If a line below contains the string "body", copy it out.

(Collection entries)
#####
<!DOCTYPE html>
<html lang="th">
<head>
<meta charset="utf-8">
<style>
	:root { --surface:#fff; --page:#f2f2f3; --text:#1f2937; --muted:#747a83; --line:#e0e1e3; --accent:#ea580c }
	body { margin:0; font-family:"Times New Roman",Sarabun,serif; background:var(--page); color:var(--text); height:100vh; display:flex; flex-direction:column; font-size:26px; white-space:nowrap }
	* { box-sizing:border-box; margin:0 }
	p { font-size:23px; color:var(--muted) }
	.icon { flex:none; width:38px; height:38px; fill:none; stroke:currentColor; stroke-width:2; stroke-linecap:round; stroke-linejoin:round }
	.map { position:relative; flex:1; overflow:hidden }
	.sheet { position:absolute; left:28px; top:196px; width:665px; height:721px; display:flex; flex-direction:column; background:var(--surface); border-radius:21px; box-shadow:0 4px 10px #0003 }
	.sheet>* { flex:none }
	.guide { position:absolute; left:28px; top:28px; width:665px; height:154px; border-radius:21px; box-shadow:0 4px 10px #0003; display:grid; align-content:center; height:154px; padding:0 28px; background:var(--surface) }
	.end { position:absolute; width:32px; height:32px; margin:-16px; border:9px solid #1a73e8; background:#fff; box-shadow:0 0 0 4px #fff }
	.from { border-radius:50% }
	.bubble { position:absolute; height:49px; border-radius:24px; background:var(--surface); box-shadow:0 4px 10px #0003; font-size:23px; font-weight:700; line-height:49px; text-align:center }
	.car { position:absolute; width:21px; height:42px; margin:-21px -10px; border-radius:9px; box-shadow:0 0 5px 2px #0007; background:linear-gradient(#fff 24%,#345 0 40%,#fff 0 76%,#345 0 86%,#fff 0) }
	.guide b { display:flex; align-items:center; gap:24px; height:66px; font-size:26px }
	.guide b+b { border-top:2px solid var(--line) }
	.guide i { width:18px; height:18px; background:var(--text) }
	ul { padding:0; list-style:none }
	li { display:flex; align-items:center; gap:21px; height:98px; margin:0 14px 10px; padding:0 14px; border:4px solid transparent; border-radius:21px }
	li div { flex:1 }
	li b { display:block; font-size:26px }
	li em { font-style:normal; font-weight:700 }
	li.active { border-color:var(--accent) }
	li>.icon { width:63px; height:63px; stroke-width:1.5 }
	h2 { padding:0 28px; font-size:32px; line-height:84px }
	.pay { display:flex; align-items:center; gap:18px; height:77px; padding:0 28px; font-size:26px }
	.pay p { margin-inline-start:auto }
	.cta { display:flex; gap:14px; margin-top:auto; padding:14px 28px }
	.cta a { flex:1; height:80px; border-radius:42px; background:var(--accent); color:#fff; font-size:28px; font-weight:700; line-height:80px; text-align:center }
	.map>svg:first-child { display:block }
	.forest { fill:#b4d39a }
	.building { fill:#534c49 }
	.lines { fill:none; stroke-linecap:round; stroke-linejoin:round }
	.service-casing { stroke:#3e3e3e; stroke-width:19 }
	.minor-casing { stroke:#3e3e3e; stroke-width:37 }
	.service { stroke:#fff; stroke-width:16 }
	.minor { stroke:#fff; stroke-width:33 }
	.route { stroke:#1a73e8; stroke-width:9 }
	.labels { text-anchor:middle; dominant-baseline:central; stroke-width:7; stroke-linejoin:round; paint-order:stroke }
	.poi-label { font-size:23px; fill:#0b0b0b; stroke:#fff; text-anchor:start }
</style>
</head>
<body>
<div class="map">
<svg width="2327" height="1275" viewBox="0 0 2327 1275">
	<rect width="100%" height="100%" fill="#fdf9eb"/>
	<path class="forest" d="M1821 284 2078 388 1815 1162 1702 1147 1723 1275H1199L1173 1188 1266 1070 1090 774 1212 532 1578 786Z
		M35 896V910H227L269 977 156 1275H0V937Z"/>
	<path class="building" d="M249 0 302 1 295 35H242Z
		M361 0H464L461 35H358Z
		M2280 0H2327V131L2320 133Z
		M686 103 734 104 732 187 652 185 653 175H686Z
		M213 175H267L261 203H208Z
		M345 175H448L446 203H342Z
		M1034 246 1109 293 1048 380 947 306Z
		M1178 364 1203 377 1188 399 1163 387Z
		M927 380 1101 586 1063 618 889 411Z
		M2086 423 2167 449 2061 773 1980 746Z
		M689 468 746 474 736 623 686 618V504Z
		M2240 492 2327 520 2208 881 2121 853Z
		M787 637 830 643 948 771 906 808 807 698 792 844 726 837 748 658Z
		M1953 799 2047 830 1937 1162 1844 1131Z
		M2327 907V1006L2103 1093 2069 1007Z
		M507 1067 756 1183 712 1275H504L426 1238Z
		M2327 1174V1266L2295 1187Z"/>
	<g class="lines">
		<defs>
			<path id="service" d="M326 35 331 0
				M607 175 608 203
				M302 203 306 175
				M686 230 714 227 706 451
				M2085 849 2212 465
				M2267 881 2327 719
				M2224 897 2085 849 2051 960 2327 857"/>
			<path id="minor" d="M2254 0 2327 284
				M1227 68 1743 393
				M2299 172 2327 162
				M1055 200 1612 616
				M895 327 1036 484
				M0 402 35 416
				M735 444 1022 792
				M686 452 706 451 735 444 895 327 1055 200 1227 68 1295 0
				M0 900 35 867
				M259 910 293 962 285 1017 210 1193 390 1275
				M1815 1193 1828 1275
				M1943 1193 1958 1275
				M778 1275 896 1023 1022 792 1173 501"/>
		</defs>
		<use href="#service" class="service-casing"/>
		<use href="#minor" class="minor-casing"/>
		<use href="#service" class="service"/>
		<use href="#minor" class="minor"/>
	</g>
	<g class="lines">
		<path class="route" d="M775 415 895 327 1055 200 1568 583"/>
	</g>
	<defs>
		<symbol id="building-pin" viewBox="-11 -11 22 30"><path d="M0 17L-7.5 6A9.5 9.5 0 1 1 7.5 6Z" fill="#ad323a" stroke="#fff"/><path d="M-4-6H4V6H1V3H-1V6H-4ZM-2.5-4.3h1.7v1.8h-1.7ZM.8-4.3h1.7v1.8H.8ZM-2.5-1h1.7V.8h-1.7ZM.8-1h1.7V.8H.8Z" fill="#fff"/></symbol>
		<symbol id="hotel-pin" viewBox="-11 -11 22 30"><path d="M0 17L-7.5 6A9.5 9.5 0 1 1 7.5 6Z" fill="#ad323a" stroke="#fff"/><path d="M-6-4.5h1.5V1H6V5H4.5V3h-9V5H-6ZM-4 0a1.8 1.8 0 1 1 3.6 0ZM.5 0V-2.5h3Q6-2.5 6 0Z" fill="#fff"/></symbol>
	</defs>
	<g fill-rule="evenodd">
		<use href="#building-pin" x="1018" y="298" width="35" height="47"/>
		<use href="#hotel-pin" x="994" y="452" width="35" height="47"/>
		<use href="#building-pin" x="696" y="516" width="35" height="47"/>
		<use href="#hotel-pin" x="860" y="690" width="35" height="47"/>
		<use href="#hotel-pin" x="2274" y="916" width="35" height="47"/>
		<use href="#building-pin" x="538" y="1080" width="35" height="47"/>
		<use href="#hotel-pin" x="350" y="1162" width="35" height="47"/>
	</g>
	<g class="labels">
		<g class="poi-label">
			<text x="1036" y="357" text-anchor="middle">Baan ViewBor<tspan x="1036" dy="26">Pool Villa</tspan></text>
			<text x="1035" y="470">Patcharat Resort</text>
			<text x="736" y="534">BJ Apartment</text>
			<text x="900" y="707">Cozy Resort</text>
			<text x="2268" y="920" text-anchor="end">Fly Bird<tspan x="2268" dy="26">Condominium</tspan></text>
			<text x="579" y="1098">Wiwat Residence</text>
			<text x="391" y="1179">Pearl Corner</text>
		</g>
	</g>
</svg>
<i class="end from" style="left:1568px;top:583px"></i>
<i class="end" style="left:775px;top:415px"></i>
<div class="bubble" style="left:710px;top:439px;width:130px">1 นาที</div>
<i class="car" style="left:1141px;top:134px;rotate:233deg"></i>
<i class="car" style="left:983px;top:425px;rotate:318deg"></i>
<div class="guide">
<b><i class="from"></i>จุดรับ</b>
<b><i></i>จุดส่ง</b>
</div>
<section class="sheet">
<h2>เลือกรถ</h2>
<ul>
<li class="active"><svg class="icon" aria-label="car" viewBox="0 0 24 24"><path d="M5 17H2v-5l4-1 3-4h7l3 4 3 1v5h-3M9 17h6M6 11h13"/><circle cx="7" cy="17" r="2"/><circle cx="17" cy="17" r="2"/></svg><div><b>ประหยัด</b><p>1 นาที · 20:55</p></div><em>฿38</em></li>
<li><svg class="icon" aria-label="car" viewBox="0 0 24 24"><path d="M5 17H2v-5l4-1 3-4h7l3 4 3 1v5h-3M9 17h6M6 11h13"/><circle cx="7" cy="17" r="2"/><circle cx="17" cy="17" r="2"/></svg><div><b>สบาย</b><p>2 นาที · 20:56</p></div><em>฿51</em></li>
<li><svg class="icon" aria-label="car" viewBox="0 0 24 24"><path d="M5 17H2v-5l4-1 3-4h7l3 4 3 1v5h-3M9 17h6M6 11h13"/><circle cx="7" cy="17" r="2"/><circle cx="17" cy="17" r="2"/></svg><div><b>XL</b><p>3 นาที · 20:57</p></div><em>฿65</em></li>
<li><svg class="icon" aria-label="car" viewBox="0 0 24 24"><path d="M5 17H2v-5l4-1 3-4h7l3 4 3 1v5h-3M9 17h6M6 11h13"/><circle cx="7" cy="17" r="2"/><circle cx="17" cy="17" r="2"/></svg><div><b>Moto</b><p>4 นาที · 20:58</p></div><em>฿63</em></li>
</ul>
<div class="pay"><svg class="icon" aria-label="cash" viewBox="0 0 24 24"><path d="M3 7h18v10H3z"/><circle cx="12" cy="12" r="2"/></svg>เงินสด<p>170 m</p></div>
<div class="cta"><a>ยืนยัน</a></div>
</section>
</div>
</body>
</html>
#####
_RESULT OF THE EXERCISE_.
	body { margin:0; font-family:"Times New Roman",Sarabun,serif; background:var(--page); color:var(--text); height:100vh; display:flex; flex-direction:column; font-size:26px; white-space:nowrap }
<body>
</body>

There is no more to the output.